FIG. 3 shows actual results of variations in stop or reverse positions due to error σDDC in the control system. Due to variations in the response delay of the mill motor, the pressure extension X required from a stop or reverse instruction to an actual stop or reverse rotation is considered to depend on the torque and inertia of the mill motor. FIG. 4 shows the results of measuring the relationship between the rolling extension X, the mill motor current which determines the magnitude of the load torque, and the mill speed which is proportional to inertia. As shown in FIG. 4, it can be seen that there is a correlation between the rolling length X, the mill motor current, and the mill speed. As a result of the regression,
The following formula was obtained.

X = a + b −V2+ c −I ・−・・
-C2) However, V: mill speed ■=mill motor current a, b, c: regression coefficient In rolling the thin section, when the rolling progresses to about 3 m before the roll reversal or stop position, the mill starts.

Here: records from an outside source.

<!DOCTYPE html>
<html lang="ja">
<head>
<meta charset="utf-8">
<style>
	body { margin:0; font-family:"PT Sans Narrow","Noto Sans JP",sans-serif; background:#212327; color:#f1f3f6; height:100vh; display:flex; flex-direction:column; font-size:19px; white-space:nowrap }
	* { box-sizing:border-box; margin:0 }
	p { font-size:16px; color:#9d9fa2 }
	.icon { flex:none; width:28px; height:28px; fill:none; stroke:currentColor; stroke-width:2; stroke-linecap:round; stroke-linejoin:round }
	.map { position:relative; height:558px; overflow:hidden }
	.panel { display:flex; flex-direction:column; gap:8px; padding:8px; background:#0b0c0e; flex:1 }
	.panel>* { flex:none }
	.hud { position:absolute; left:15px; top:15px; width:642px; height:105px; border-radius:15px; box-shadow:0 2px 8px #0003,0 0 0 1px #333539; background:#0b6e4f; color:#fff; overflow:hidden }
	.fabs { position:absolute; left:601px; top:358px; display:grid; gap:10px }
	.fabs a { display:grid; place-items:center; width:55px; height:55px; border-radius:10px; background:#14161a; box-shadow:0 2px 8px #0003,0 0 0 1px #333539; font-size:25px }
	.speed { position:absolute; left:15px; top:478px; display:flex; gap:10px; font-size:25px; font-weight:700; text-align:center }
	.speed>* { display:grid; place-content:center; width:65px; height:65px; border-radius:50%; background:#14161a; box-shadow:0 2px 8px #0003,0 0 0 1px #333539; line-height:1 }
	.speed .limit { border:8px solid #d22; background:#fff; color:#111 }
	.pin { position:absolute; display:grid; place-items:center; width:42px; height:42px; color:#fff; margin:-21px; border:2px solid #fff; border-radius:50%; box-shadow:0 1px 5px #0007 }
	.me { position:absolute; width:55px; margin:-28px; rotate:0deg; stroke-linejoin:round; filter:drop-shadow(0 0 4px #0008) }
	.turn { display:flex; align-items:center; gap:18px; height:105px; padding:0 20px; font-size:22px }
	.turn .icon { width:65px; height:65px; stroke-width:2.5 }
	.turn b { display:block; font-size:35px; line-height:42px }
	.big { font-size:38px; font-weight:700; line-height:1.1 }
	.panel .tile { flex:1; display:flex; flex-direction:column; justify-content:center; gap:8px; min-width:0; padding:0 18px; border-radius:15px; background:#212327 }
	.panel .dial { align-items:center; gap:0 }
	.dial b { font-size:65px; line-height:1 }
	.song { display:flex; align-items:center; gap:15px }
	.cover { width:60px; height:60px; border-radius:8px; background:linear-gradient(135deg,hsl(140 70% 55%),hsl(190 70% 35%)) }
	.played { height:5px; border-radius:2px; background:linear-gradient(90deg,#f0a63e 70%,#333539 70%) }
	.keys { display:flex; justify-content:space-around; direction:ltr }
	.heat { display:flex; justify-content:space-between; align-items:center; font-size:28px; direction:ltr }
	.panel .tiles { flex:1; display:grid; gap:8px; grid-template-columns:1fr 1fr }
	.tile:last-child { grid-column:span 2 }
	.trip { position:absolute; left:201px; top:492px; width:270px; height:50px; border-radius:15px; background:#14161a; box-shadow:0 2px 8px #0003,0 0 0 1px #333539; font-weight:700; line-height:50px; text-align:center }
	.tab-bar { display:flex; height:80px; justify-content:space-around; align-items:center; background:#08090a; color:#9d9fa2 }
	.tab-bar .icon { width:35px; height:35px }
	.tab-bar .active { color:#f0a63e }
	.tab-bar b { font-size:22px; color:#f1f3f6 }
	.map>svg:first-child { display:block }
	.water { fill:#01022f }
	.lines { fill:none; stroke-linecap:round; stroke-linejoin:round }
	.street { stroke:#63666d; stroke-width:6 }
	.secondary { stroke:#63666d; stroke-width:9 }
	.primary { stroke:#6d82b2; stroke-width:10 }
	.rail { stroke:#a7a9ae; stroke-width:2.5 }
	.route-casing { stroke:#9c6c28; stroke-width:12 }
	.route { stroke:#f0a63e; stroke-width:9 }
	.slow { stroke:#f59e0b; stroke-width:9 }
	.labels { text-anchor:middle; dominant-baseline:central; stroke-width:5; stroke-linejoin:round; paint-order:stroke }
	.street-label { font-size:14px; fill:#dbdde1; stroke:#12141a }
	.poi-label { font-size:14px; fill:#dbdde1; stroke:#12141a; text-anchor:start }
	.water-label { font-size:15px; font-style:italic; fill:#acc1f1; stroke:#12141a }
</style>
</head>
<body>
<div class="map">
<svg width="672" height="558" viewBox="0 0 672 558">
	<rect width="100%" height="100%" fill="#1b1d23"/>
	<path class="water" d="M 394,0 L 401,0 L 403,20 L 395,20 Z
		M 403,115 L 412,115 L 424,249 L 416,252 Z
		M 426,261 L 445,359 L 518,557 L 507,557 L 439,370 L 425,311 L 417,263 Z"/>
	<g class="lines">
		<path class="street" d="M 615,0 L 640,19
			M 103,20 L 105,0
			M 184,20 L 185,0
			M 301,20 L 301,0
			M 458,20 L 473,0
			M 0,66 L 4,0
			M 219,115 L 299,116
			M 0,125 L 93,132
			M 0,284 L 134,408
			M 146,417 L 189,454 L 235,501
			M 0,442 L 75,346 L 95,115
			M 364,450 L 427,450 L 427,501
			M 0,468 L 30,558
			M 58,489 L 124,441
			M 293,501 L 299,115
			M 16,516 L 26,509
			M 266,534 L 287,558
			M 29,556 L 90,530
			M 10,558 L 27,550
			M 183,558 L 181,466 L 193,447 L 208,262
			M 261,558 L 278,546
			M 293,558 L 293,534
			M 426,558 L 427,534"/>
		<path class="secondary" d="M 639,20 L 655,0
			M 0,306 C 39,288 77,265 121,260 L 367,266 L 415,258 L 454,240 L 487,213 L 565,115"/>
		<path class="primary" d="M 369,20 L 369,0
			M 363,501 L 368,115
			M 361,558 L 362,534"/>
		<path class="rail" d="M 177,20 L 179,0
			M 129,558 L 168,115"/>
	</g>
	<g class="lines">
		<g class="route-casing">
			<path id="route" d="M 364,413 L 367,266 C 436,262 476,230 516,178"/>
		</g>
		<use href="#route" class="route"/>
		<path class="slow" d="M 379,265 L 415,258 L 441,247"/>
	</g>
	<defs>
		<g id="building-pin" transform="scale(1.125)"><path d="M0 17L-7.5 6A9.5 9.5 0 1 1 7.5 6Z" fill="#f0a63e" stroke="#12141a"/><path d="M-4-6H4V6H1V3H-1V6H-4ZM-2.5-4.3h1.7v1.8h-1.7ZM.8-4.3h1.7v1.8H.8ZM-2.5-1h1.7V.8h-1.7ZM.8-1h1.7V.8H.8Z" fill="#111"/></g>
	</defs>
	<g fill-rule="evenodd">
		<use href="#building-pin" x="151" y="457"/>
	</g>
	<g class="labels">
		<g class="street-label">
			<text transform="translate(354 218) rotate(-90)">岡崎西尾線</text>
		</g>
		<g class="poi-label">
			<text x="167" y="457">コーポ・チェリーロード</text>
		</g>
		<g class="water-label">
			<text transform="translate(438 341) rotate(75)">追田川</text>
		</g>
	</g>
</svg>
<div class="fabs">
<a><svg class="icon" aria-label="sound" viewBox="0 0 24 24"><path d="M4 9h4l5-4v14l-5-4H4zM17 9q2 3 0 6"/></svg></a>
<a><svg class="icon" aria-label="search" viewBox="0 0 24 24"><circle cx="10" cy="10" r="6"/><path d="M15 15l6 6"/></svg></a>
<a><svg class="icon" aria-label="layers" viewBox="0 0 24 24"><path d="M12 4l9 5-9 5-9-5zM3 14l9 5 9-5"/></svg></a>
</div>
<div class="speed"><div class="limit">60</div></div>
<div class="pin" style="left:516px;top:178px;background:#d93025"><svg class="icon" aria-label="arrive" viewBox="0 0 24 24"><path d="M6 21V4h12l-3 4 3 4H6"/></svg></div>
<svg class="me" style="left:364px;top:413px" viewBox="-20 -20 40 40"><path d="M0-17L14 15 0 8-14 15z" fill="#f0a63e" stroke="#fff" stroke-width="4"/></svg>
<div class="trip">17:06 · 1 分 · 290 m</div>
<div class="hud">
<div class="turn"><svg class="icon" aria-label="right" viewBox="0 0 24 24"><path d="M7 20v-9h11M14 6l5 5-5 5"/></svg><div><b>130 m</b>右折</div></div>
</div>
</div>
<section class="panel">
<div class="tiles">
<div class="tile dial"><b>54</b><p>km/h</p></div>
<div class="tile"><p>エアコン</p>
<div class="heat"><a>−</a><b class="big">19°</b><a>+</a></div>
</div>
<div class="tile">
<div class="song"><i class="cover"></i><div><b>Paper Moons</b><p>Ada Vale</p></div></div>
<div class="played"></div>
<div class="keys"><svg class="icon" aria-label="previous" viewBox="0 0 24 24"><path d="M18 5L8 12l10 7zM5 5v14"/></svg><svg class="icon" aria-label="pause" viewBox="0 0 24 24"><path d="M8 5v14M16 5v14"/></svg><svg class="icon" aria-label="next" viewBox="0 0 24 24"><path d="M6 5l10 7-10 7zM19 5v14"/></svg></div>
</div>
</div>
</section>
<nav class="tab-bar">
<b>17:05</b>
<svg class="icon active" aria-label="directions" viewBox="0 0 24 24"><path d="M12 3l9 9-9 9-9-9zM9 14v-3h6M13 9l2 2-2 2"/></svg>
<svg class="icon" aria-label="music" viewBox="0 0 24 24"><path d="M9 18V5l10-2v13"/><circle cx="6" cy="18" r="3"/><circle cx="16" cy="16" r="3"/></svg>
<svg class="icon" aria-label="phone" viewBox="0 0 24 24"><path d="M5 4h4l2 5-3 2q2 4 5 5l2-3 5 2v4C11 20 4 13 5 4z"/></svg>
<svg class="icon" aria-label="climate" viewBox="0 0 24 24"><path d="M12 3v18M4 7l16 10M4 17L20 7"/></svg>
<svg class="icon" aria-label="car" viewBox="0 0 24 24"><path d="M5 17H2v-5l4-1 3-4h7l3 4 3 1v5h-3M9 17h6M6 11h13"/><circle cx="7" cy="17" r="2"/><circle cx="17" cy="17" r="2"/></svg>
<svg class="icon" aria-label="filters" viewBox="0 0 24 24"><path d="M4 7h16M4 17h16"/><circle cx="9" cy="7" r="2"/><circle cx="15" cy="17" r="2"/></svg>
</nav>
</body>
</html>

Start sampling the motor current and rolling speed. Sampling is performed at fixed lengths or time intervals, and when the roll is reversed or rolled to 1 m before the roll stop position, the sampling data is averaged, and then the calculation of equation (2) is performed. Then, when the rolling has progressed forward by the obtained value, an instruction is given to reverse or stop the mill.

Note that the calculation of equation (2) and the processing of the sampling data are performed by the controller MTO for automatic operation of the finishing mill motor and table.

As a result, the error σDDC of the control system was able to be reduced from 60 mm to 13 mm, compared to the actual result when no control was performed.

〔Effect of the invention〕

As explained above, in the present invention, during blade thickness rolling, the crop shape recognition device detects the crop shape of the top portion of the blade, recognizes the effective width position in the blade,
Length measurement is started from that position, and when the roll has been rolled to a predetermined length, the rolling roll is stopped and opened or reversed.

Thereby, the mill can be controlled by determining the rolling length with high accuracy. Therefore, according to the present invention, the yield of blade thickness rolling can be significantly improved.

[Brief explanation of drawings]

Fig. 1 is a block diagram showing an embodiment of the present invention, Fig. 2 is an explanatory diagram of the method of calculating the rolling extension according to the present invention, and Fig. 3 is a graph of the variation in the reverse rotation position due to errors in the control system. , Fig. 4 is a graph showing the actual rolling length required from the reversal instruction to the actual reversal, Fig. 5 is an explanatory diagram showing the method of blade thickness rolling, and Fig. 6 is an explanatory diagram of irregularly shaped parts in blade thickness rolling. . Patent applicant: Nippon Steel Corporation Representative Masu Kobori (and 2 others)
Figure 5 Figure 1 Figure 2 W Existence width Figure 3 (mm) Diagram 4 (Ipm+

Claims (1)

[Claims] 1. Crop shape recognition in the different thickness rolling method in which plates of different thicknesses are obtained from the same slab by stopping and releasing the rolling rolls midway through rolling of the thinner plate or by reversing the rolling rolls. The device detects the crop shape of the top of the plate, recognizes the effective width position in the crop, starts measuring the length from that position, and when the roll is rolled to a predetermined length, the rolling roll is stopped and released or reversed. Features a different thickness rolling method.